## Given records
---------------

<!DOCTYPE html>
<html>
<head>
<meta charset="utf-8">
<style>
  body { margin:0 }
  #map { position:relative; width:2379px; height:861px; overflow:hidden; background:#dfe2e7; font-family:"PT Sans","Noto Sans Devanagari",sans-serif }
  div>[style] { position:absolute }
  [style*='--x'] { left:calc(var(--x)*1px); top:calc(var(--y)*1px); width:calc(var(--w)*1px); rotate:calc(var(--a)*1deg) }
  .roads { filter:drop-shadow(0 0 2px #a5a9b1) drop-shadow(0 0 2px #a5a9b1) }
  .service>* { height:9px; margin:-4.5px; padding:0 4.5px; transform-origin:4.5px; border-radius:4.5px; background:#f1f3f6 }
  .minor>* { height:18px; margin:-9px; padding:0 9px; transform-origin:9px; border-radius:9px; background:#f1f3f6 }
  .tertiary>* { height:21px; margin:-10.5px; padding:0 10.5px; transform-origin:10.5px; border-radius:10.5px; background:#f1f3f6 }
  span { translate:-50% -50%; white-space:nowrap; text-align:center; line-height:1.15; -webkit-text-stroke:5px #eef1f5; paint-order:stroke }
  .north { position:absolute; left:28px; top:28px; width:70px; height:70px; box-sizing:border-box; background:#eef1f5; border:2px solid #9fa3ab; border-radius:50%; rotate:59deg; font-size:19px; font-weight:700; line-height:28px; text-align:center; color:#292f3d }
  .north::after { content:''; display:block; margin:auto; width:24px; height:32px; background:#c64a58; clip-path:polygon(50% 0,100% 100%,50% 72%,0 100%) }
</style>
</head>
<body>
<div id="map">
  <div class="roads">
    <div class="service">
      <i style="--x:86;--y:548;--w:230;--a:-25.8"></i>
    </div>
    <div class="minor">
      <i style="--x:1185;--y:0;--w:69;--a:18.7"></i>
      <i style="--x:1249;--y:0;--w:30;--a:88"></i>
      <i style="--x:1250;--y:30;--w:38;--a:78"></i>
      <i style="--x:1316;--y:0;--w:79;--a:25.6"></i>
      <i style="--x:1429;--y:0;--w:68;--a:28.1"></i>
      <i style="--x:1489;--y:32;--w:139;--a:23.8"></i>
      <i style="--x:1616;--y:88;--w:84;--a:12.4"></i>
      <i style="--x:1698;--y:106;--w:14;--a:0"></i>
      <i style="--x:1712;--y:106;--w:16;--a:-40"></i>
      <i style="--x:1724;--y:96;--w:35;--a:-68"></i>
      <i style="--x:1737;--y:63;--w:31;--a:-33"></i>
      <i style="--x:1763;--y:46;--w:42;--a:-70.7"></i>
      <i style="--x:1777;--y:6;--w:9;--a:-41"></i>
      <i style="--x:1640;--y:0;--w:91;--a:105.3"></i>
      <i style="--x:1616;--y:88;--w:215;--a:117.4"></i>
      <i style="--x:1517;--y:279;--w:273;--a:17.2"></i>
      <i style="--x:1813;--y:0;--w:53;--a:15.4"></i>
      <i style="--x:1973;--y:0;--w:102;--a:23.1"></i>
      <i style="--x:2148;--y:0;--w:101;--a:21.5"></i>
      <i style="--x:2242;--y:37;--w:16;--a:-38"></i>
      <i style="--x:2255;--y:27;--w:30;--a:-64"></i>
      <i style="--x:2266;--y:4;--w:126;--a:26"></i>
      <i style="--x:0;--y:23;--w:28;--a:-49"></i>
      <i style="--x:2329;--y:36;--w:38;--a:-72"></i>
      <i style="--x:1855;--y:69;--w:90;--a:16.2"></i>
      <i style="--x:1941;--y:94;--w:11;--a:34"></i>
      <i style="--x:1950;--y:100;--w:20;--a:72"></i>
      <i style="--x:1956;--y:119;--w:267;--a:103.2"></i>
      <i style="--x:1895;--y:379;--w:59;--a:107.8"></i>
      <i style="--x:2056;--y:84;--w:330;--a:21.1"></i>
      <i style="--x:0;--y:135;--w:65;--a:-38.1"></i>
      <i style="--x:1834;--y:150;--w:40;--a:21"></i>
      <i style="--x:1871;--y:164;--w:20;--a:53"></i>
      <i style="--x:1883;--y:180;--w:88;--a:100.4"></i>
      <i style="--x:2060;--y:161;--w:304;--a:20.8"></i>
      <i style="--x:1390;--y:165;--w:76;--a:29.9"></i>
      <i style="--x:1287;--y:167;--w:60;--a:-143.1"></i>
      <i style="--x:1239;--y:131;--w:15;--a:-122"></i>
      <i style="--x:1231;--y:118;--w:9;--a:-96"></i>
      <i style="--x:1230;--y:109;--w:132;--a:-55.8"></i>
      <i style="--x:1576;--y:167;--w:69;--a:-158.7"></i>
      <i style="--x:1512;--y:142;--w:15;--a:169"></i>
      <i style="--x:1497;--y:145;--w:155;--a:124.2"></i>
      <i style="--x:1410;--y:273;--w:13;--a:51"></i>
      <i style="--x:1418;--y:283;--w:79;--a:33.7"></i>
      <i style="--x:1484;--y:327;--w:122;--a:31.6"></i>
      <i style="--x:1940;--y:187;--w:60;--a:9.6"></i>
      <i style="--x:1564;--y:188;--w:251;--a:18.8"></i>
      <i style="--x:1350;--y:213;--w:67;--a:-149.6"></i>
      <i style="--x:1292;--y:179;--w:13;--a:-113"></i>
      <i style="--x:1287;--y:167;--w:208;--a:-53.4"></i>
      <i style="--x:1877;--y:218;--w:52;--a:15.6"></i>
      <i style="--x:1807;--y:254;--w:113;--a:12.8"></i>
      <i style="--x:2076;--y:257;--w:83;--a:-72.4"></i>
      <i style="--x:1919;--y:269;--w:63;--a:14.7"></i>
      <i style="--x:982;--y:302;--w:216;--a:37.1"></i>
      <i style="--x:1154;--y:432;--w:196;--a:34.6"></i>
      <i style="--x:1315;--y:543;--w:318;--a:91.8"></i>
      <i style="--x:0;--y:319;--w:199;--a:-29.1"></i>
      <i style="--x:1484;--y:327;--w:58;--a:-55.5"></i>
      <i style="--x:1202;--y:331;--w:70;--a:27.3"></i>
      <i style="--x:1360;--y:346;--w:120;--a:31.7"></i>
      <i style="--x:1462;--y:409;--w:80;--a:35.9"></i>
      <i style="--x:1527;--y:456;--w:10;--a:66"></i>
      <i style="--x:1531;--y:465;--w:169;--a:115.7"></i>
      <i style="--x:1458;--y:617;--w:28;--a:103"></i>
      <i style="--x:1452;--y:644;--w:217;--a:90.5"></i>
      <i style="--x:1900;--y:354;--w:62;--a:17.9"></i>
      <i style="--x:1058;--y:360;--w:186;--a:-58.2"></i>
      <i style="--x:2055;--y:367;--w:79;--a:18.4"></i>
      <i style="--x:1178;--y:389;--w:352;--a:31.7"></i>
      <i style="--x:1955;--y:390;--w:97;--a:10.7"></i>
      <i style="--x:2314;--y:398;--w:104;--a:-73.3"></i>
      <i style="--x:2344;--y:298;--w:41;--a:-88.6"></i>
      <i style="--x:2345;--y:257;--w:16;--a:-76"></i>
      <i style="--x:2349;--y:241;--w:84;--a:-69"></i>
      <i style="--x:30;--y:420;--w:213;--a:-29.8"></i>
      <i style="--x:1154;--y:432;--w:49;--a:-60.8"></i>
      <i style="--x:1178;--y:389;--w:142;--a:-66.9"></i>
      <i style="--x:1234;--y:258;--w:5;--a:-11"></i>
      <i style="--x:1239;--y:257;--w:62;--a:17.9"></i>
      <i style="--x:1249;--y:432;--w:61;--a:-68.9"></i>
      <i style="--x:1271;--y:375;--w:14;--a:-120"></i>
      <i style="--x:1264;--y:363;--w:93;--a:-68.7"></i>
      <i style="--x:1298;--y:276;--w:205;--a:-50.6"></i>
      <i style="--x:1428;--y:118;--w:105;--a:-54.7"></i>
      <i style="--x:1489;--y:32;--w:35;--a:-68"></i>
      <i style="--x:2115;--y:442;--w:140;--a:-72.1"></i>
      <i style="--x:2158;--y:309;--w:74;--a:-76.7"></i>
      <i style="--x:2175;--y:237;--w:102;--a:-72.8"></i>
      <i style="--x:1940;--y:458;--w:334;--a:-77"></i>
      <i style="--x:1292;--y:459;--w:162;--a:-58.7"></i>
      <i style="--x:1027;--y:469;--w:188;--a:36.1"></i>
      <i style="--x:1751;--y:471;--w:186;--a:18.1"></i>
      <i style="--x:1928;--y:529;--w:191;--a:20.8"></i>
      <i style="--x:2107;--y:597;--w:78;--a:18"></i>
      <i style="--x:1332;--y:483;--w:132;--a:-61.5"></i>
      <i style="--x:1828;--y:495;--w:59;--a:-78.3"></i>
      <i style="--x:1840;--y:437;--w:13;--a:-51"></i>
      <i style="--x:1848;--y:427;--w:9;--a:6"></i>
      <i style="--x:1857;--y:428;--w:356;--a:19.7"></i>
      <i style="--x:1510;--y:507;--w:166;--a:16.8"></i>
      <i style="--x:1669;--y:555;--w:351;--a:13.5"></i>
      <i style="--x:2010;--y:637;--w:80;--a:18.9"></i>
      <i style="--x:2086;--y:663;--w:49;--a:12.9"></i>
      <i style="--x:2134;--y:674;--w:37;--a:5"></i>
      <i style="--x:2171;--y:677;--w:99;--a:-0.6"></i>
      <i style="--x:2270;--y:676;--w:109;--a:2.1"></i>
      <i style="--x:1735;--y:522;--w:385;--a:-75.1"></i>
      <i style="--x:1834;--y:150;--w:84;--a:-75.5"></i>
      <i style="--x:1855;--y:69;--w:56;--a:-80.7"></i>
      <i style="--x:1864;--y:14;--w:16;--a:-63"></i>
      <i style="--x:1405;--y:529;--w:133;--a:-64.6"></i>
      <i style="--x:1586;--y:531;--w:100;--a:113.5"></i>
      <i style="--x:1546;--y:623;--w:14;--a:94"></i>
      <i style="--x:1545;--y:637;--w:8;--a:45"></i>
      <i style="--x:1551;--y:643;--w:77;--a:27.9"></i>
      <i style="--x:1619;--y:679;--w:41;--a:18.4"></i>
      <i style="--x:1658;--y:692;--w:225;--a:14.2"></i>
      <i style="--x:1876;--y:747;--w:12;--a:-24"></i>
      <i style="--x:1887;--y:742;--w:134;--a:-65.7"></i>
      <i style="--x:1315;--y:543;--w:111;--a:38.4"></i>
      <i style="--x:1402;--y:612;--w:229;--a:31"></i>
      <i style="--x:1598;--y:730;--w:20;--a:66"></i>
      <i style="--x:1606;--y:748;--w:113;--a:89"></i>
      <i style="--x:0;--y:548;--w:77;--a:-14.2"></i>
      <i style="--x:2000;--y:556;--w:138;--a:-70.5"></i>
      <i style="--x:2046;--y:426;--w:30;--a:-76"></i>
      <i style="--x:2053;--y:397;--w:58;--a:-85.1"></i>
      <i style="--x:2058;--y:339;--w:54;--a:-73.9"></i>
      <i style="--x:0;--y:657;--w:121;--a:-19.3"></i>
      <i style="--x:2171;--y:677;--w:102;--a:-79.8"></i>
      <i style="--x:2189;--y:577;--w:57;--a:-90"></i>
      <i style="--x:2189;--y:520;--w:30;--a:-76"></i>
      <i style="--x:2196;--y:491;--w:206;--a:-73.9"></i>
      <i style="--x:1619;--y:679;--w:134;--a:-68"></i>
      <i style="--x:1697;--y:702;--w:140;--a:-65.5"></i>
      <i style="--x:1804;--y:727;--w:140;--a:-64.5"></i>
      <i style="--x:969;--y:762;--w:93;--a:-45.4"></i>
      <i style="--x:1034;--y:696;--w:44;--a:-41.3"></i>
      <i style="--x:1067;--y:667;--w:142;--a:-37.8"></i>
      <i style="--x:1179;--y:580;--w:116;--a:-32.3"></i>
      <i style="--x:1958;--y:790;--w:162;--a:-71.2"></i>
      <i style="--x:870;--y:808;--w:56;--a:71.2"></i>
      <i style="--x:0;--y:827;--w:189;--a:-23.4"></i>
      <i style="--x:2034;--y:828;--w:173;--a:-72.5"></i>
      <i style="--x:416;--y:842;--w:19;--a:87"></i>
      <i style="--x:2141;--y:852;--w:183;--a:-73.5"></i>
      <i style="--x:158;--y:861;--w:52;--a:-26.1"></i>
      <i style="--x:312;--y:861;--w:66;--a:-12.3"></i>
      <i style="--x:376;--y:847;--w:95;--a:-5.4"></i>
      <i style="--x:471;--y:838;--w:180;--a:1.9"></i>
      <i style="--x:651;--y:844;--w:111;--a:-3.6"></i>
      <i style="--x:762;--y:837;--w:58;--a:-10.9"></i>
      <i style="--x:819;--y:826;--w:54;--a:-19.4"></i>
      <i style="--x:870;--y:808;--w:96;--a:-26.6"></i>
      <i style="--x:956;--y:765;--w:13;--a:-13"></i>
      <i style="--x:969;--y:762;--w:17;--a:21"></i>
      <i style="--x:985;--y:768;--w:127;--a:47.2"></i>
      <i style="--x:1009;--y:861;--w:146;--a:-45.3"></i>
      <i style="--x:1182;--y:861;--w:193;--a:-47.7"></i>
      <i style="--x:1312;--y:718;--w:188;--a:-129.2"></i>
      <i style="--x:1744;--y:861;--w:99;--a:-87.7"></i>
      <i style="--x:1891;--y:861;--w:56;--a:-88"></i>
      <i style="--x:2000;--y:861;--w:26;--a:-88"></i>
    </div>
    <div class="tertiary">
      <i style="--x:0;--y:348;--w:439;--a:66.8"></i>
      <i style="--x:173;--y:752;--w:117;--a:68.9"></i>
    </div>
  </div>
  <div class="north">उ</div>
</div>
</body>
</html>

---------------

## Assigned task
Can you write out the lines above, from the first one through the one containing "height:9px; margin:-4.5px; padding:0", exactly as they appear and nothing more?

## Exercise response
<!DOCTYPE html>
<html>
<head>
<meta charset="utf-8">
<style>
  body { margin:0 }
  #map { position:relative; width:2379px; height:861px; overflow:hidden; background:#dfe2e7; font-family:"PT Sans","Noto Sans Devanagari",sans-serif }
  div>[style] { position:absolute }
  [style*='--x'] { left:calc(var(--x)*1px); top:calc(var(--y)*1px); width:calc(var(--w)*1px); rotate:calc(var(--a)*1deg) }
  .roads { filter:drop-shadow(0 0 2px #a5a9b1) drop-shadow(0 0 2px #a5a9b1) }
  .service>* { height:9px; margin:-4.5px; padding:0 4.5px; transform-origin:4.5px; border-radius:4.5px; background:#f1f3f6 }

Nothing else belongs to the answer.